> [Task item]:
Give the data below again exactly as written, without its pictures.

> [Dataset section]:
# # # # # # #
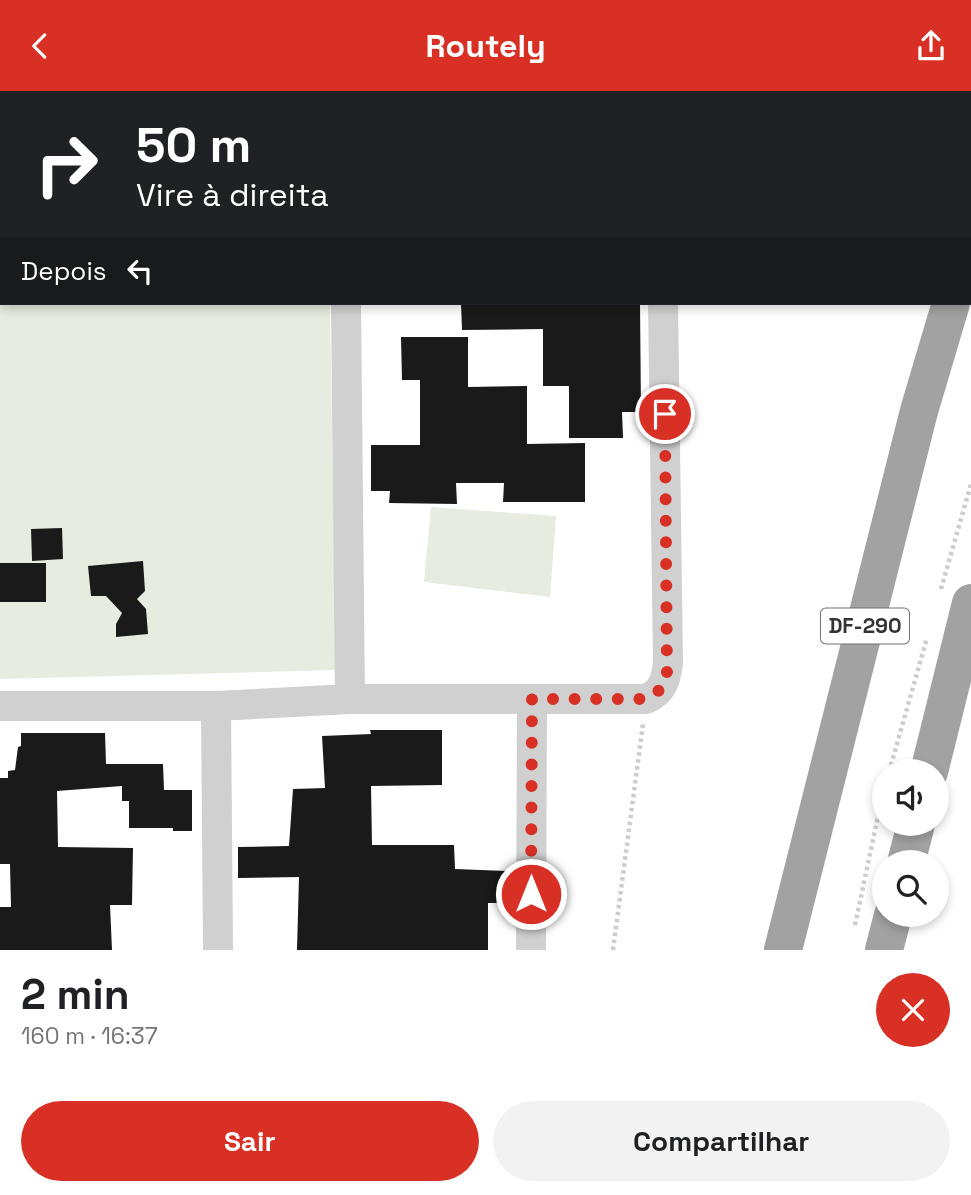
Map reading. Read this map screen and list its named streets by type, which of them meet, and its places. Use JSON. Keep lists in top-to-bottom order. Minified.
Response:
{"streets":{"highway":["DF-290"]},"page":{"header":"Routely","turn":["50 m","Vire à direita"],"then":"Depois","heading":["2 min","160 m · 16:37"],"buttons":["Sair","Compartilhar"]}}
# # # # # # #
> [Solution for this task]:
Map reading. Read this map screen and list its named streets by type, which of them meet, and its places. Use JSON. Keep lists in top-to-bottom order. Minified.
Response:
{"streets":{"highway":["DF-290"]},"page":{"header":"Routely","turn":["50 m","Vire à direita"],"then":"Depois","heading":["2 min","160 m · 16:37"],"buttons":["Sair","Compartilhar"]}}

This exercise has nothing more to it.